Task objective: Retype word for word the first line of the listing and each line after it up to the line with "height:8px; margin:-4px; padding:0", with the pictures taken out.

• • •

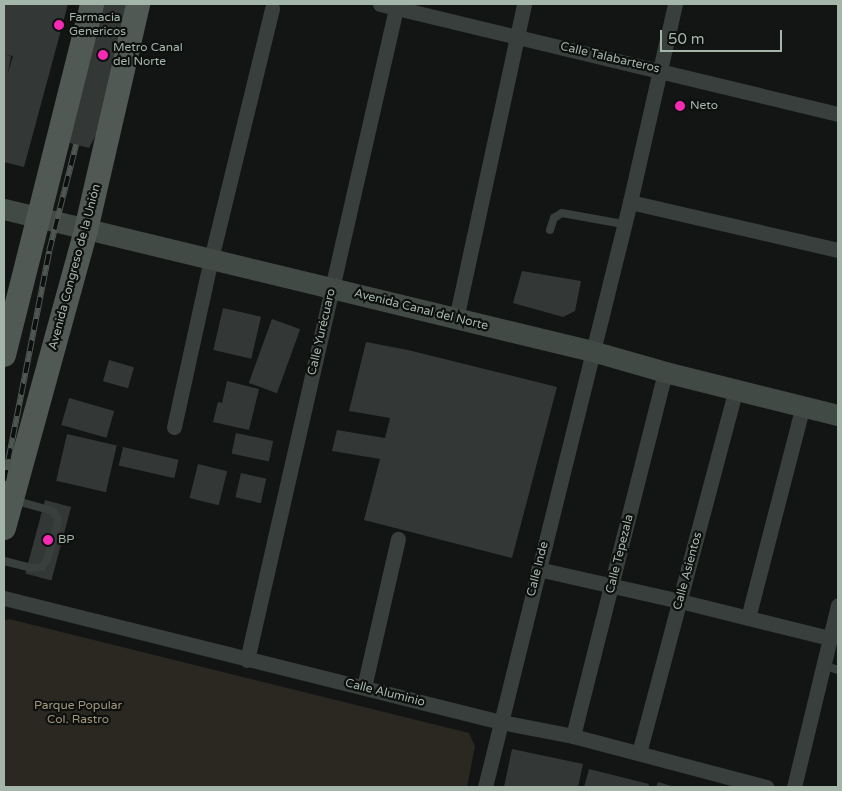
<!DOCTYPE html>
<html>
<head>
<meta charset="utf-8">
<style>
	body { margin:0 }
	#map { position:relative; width:842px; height:791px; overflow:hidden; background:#131514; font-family:"Varela Round",sans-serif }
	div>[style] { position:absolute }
	.green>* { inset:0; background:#2a2821 }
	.building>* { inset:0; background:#333735; transform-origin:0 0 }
	.service>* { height:8px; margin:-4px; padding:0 4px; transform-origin:4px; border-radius:4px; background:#383f3c }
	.minor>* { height:15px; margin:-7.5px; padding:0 7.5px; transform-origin:7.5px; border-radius:7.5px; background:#383f3c }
	.secondary>* { height:21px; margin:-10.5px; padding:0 10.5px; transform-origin:10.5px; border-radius:10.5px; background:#424a45 }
	.primary>* { height:24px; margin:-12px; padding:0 12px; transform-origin:12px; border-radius:12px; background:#505954 }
	.rail>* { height:5.5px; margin-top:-2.75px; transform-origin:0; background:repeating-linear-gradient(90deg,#0e100f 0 11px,#4e5752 0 22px); box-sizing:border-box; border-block:1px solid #4e5752 }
	.dots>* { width:14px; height:14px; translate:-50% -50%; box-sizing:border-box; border:2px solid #0e100f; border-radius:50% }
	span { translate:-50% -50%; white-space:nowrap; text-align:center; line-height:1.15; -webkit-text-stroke:4.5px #0e100f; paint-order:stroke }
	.poi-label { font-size:12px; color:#a4b6aa }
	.left { translate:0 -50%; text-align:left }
	.street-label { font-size:12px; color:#a4b6aa }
	.park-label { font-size:12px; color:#a1977b }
	.frame { position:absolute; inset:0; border:5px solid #a4b6aa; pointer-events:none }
	.scale { position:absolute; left:660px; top:30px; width:122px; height:22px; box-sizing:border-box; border:2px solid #a4b6aa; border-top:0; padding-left:6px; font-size:15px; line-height:18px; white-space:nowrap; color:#a4b6aa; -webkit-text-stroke:4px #0e100f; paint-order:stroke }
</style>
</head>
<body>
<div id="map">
	<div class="green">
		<i style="clip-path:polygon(9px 619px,469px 733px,475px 746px,467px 787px,4px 787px,4px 621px)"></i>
	</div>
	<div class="building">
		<i style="clip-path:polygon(4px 4px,68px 4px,24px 167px,4px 162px,4px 54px,11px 56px,8px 73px,13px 56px,4px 54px)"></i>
		<i style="clip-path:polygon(96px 4px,135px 4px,107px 115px,89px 148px,70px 143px,71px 105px)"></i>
		<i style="clip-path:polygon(522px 271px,581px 281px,575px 311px,563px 317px,513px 303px)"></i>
		<i style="left:223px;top:308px;width:39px;height:43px;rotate:13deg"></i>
		<i style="left:272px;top:319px;width:30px;height:68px;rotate:20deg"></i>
		<i style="clip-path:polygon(366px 342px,408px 350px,557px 387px,512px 558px,364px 520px,380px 459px,332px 451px,337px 430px,385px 438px,390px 418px,349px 411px)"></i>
		<i style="left:109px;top:360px;width:26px;height:22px;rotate:16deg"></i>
		<i style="clip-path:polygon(227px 381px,259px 389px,249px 430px,213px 422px,218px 402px,222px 403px)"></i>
		<i style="left:69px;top:398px;width:47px;height:28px;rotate:16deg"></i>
		<i style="left:236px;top:433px;width:38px;height:21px;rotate:12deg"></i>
		<i style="left:67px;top:434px;width:51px;height:48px;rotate:13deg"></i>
		<i style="left:123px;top:447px;width:57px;height:19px;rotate:13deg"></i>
		<i style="left:198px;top:464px;width:30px;height:35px;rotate:14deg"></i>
		<i style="left:241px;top:473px;width:26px;height:25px;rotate:13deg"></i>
		<i style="left:45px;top:500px;width:27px;height:76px;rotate:15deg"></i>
		<i style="clip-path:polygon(512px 749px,583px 764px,578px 787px,504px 787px)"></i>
		<i style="clip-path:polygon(589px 769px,649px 784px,648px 787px,584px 787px)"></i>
		<i style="clip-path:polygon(658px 782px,675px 787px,656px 787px)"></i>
	</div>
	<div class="service">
		<i style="left:550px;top:230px;width:13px;rotate:-72deg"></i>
		<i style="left:554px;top:218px;width:9px;rotate:-32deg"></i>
		<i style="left:562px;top:213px;width:62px;rotate:10.2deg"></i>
		<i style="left:4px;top:561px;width:29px;rotate:14deg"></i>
		<i style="left:32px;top:568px;width:10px;rotate:-6deg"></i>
		<i style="left:42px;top:567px;width:9px;rotate:-54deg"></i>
		<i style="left:47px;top:560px;width:37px;rotate:-74deg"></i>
		<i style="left:57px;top:524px;width:5px;rotate:-79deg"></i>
		<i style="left:58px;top:519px;width:9px;rotate:-122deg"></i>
		<i style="left:53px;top:511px;width:41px;rotate:-164.6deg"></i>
		<i style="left:824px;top:665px;width:15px;rotate:20deg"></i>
	</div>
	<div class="minor">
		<i style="left:380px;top:4px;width:471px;rotate:13.5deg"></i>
		<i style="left:630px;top:202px;width:213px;rotate:13deg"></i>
		<i style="left:456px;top:319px;width:322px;rotate:-77.8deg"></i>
		<i style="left:174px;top:427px;width:172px;rotate:-77.6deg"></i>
		<i style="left:211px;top:259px;width:258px;rotate:-76.3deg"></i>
		<i style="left:538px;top:569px;width:146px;rotate:12.7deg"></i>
		<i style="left:680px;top:601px;width:154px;rotate:13.9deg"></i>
		<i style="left:4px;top:598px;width:512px;rotate:14.01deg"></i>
		<i style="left:501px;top:722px;width:73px;rotate:11deg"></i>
		<i style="left:573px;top:736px;width:200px;rotate:14.8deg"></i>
		<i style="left:748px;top:618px;width:219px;rotate:-75.5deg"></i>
		<i style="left:247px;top:660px;width:673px;rotate:-77.12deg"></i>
		<i style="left:364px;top:687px;width:152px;rotate:-77.1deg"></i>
		<i style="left:573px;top:736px;width:375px;rotate:-75.8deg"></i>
		<i style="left:639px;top:753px;width:377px;rotate:-75.1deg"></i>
		<i style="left:485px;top:787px;width:603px;rotate:-76.08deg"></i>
		<i style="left:630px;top:202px;width:203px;rotate:-77.2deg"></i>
		<i style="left:794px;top:787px;width:187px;rotate:-76.4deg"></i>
	</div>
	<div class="secondary">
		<i style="left:4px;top:209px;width:605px;rotate:13.58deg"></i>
		<i style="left:592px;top:351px;width:76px;rotate:16deg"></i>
		<i style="left:665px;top:372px;width:178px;rotate:14deg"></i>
	</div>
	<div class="primary">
		<i style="left:4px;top:355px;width:362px;rotate:-75.9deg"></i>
		<i style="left:4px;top:528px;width:309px;rotate:-74.6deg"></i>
		<i style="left:86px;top:230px;width:232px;rotate:-77deg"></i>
	</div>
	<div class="rail">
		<i style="left:4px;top:481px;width:234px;rotate:-78.9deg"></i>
		<i style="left:49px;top:251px;width:110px;rotate:-75.8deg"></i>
	</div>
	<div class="dots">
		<i style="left:59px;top:25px;background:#f62ab3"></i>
		<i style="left:103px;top:55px;background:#f62ab3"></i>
		<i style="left:680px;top:106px;background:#f62ab3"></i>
		<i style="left:48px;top:540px;background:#f62ab3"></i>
	</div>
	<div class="poi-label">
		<span class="left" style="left:69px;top:25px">Farmacia<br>Genericos</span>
		<span class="left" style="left:113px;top:55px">Metro Canal<br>del Norte</span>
		<span class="left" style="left:690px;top:106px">Neto</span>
		<span class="left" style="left:58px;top:540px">BP</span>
	</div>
	<div class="street-label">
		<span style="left:610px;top:58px;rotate:13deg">Calle Talabarteros</span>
		<span style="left:75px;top:267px;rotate:-75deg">Avenida Congreso de la Unión</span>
		<span style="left:421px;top:310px;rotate:14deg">Avenida Canal del Norte</span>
		<span style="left:322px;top:332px;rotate:-77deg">Calle Yurécuaro</span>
		<span style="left:620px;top:554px;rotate:-76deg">Calle Tepezala</span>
		<span style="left:538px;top:569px;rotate:-76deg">Calle Inde</span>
		<span style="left:688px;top:571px;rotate:-75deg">Calle Asientos</span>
		<span style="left:385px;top:693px;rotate:14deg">Calle Aluminio</span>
	</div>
	<div class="park-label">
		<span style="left:78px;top:713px">Parque Popular<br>Col. Rastro</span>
	</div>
	<div class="frame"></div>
	<div class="scale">50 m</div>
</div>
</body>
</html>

• • •

Output for this task:
<!DOCTYPE html>
<html>
<head>
<meta charset="utf-8">
<style>
	body { margin:0 }
	#map { position:relative; width:842px; height:791px; overflow:hidden; background:#131514; font-family:"Varela Round",sans-serif }
	div>[style] { position:absolute }
	.green>* { inset:0; background:#2a2821 }
	.building>* { inset:0; background:#333735; transform-origin:0 0 }
	.service>* { height:8px; margin:-4px; padding:0 4px; transform-origin:4px; border-radius:4px; background:#383f3c }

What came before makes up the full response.